O STF, contudo, não enfrenta o texto da Constituição e o desafio de interpretá-lo à luz da evolução do nosso ordenamento jurídico. Opta por sua superação a partir da invocação retórica de teoria estrangeira. Algo parece fora de lugar.
[1] Em especial, ao voto do Min. Celso de Mello. MS 24.510, Rel. Min. Ellen Gracie, Tribunal Pleno, j. 19-11-2003, DJ 19-03-2004.
[2] Para uma crítica mais aprofundada aos fundamentos utilizados para justificar o poder geral de cautela dos Tribunais de Contas, entre eles a TPI, ver LIMA, Diogo Uehbe. Competências Cautelares do Tribunal de Contas da União. Belo Horizonte: Fórum, 2022, p. 141-159.
[3] UNITED STATES. U. S. Supreme Court. McCulloch v. Maryland. 17 U.S. 4 Wheat. 316, 316, 1819.
[4] A chamada “Necessary and Proper Clause” (Article I, Section 8): “The Congress shall have Power (…) to make all Laws which shall be necessary and proper for carrying into Execution the foregoing Powers, and all other Powers vested by this Constitution in the Government of the United States, or in any Department or Officer thereof”. UNITED STATES SENATE. Disponível em: https://www.senate.gov/civics/constitution_item/constitution.htm#a1_sec8. Acesso em: 18 abr. 2023.
[5] Discutiu-se se o Poder Legislativo federal teria competência para criar um banco público em detrimento de eventuais interesses dos estados. A Corte, interpretando a “Necessary and Proper Clause”, entendeu que tal competência legislativa estaria implícita no referido dispositivo da constituição daquele país. O debate, portanto, versava sobre o modelo de federalismo que deveria prevalecer nos EUA – questão delicada para o país, especialmente nas primeiras décadas de sua constituição.
[6] Em decisões monocráticas e colegiadas. Exemplificativamente: MS 34.446, MS 34.793, MS 35.158, MS 35.404, MS 35.506, MS 35.529, MS 35.555 e MS 35.623.

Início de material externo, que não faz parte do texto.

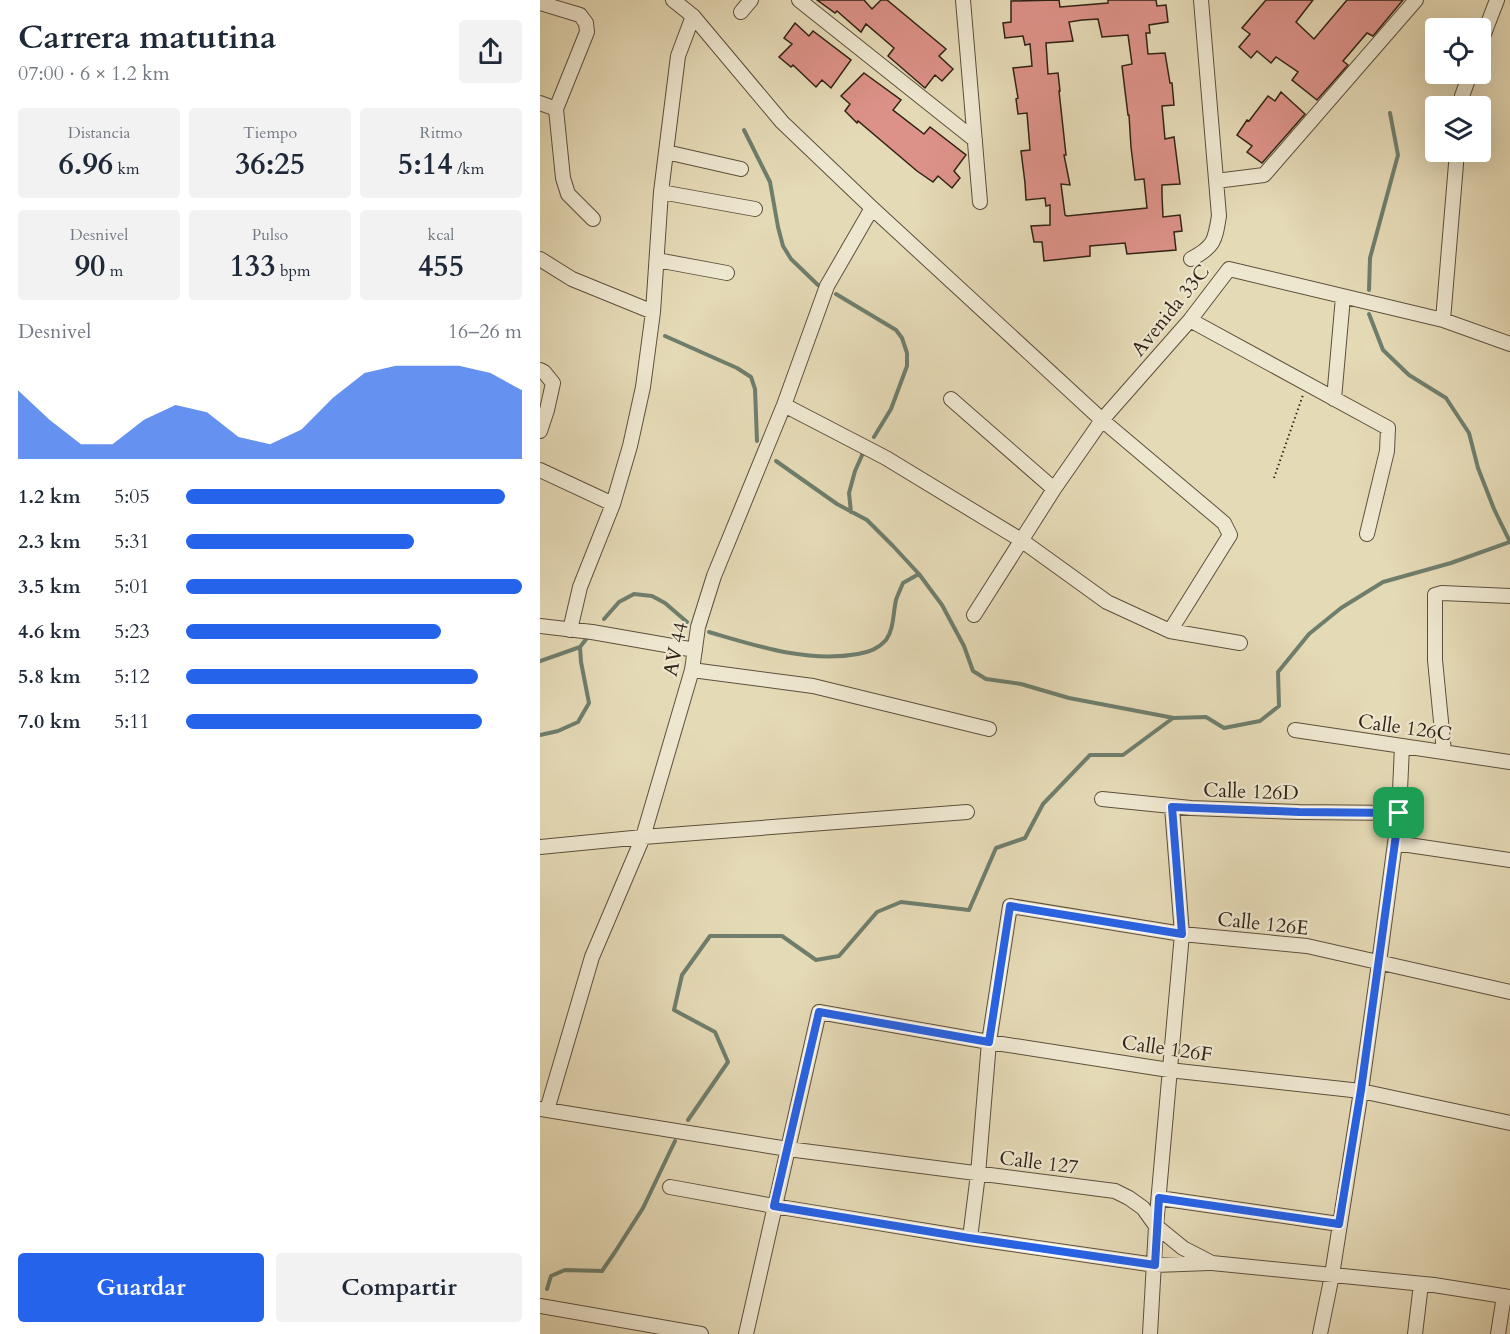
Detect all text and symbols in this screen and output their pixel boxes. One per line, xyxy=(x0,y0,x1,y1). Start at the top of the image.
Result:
text: Carrera matutina xyxy=(18,15,276,60)
map controls xyxy=(1425,18,1491,162)
button: locate xyxy=(1425,18,1491,84)
button: share xyxy=(459,20,522,83)
text: 07:00 · 6 × 1.2 km xyxy=(18,60,170,87)
button: layers xyxy=(1425,96,1491,162)
text: Distancia xyxy=(68,122,130,144)
text: Tiempo xyxy=(243,122,297,144)
text: Ritmo xyxy=(420,122,462,144)
text: 6.96 xyxy=(58,144,113,185)
text: 36:25 xyxy=(235,144,305,185)
text: 5:14 xyxy=(398,144,453,185)
text: km xyxy=(113,158,140,180)
text: /km xyxy=(453,158,484,180)
text: Desnivel xyxy=(70,224,128,246)
text: Pulso xyxy=(252,224,288,246)
text: kcal xyxy=(428,224,454,246)
text: 90 xyxy=(75,246,105,287)
text: 133 xyxy=(229,246,276,287)
text: 455 xyxy=(418,246,464,287)
street label: Avenida 33C xyxy=(1125,259,1216,362)
text: m xyxy=(105,260,123,282)
text: bpm xyxy=(276,260,311,282)
text: Desnivel xyxy=(18,318,91,345)
text: 16–26 m xyxy=(448,318,522,345)
text: 1.2 km xyxy=(18,483,81,510)
text: 5:05 xyxy=(114,483,150,510)
text: 2.3 km xyxy=(18,528,81,555)
text: 5:31 xyxy=(114,528,150,555)
text: 3.5 km xyxy=(18,573,81,600)
text: 5:01 xyxy=(114,573,150,600)
text: 4.6 km xyxy=(18,618,81,645)
text: 5:23 xyxy=(114,618,150,645)
street label: AV 44 xyxy=(657,619,694,679)
text: 5.8 km xyxy=(18,663,81,690)
text: 5:12 xyxy=(114,663,150,690)
text: 7.0 km xyxy=(18,708,81,735)
text: 5:11 xyxy=(114,708,150,735)
street label: Calle 126C xyxy=(1356,708,1454,747)
street label: Calle 126D xyxy=(1203,776,1299,807)
pin xyxy=(1373,787,1424,838)
icon: arrive xyxy=(1382,796,1415,829)
street label: Calle 126E xyxy=(1216,905,1310,942)
street label: Calle 126F xyxy=(1120,1029,1214,1068)
street label: Calle 127 xyxy=(998,1144,1080,1181)
button: Guardar xyxy=(18,1253,264,1322)
button: Compartir xyxy=(276,1253,522,1322)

[7] SS 5.505, Rel. Min. Luiz Fux, Tribunal Pleno, j. 07-02-2022, DJE 24-02-2022.
[8] Havia, até então, apenas decisões monocráticas (SS 5.182) ou da 1ª Turma (MS 35.038) sobre o tema.
[9] SILVA, José Afonso da. Curso de direito constitucional positivo. 43. ed. São Paulo: Malheiros; BANDEIRA DE MELLO, Celso Antônio. Competência dos Tribunais de Contas – impossibilidade de suspenderem a execução financeira de contratos administrativos e de fixarem valores máximos para pagamento de execução de obras públicas. In: BANDEIRA DE MELLO, Celso Antônio. Pareceres de direito administrativo. São Paulo: Malheiros, 2011; SUNDFELD, Carlos Ari; CÂMARA, Jacintho Arruda. Competências de Controle dos Tribunais de Contas – possibilidades e limites. In: SUNDFELD, Carlos Ari. Contratações públicas e o seu controle. São Paulo: Malheiros, 2013; DI PIETRO, Maria Sylvia Zanella. O papel dos Tribunais de Contas no controle dos contratos administrativos. Revista Interesse Público. Belo Horizonte, ano 15, n. 82, nov.-dez. 2013.
[10] ROSILHO, André. Tribunal de Contas da União – Competências, Jurisdição e Instrumentos de Controle. São Paulo: Quartier Latin, 2019, p. 281.